**TASK GOAL:**
Return every line of the records below verbatim, with no pictures in the copy.
-- Opening Marker --
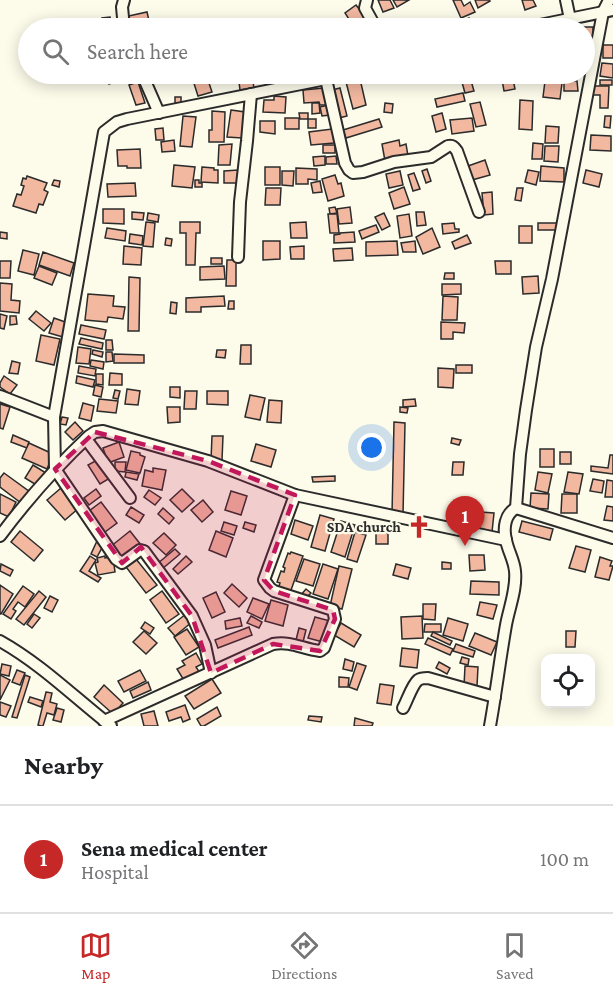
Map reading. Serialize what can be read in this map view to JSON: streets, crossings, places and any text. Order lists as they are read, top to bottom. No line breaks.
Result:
{"places":{"church":["SDA church"]},"page":{"search":"Search here","pins":"1","heading":"Nearby","list":[{"mark":"1","name":"Sena medical center","note":"Hospital","value":"100 m"}],"nav":["Map","Directions","Saved"]}}
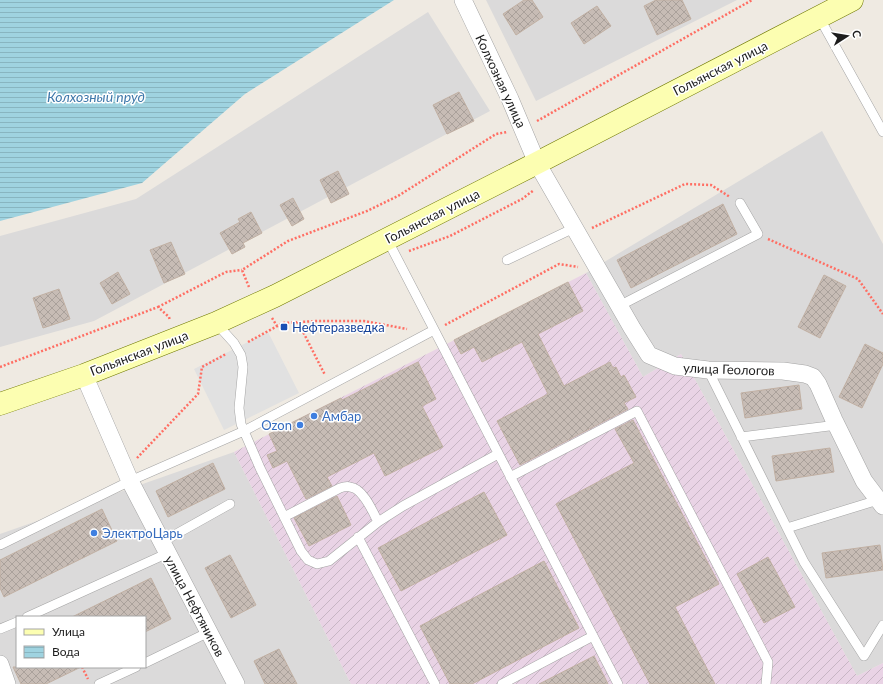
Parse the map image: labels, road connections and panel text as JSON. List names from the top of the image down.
{
  "streets": {
    "main road": ["Гольянская улица"],
    "street": ["Колхозная улица", "улица Геологов", "улица Нефтяников"]
  },
  "crossings": [
    ["Гольянская улица", "Колхозная улица"],
    ["Гольянская улица", "улица Геологов"],
    ["Гольянская улица", "улица Нефтяников"],
    ["Колхозная улица", "улица Геологов"]
  ],
  "water": ["Колхозный пруд"],
  "places": {
    "transit": ["Нефтеразведка"],
    "other": ["Амбар", "Ozon", "ЭлектроЦарь"]
  },
  "legend": ["Улица", "Вода"],
  "north": "right"
}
-- Closing Marker --
**EXERCISE RESPONSE:**
Map reading. Serialize what can be read in this map view to JSON: streets, crossings, places and any text. Order lists as they are read, top to bottom. No line breaks.
Result:
{"places":{"church":["SDA church"]},"page":{"search":"Search here","pins":"1","heading":"Nearby","list":[{"mark":"1","name":"Sena medical center","note":"Hospital","value":"100 m"}],"nav":["Map","Directions","Saved"]}}
Parse the map image: labels, road connections and panel text as JSON. List names from the top of the image down.
{
  "streets": {
    "main road": ["Гольянская улица"],
    "street": ["Колхозная улица", "улица Геологов", "улица Нефтяников"]
  },
  "crossings": [
    ["Гольянская улица", "Колхозная улица"],
    ["Гольянская улица", "улица Геологов"],
    ["Гольянская улица", "улица Нефтяников"],
    ["Колхозная улица", "улица Геологов"]
  ],
  "water": ["Колхозный пруд"],
  "places": {
    "transit": ["Нефтеразведка"],
    "other": ["Амбар", "Ozon", "ЭлектроЦарь"]
  },
  "legend": ["Улица", "Вода"],
  "north": "right"
}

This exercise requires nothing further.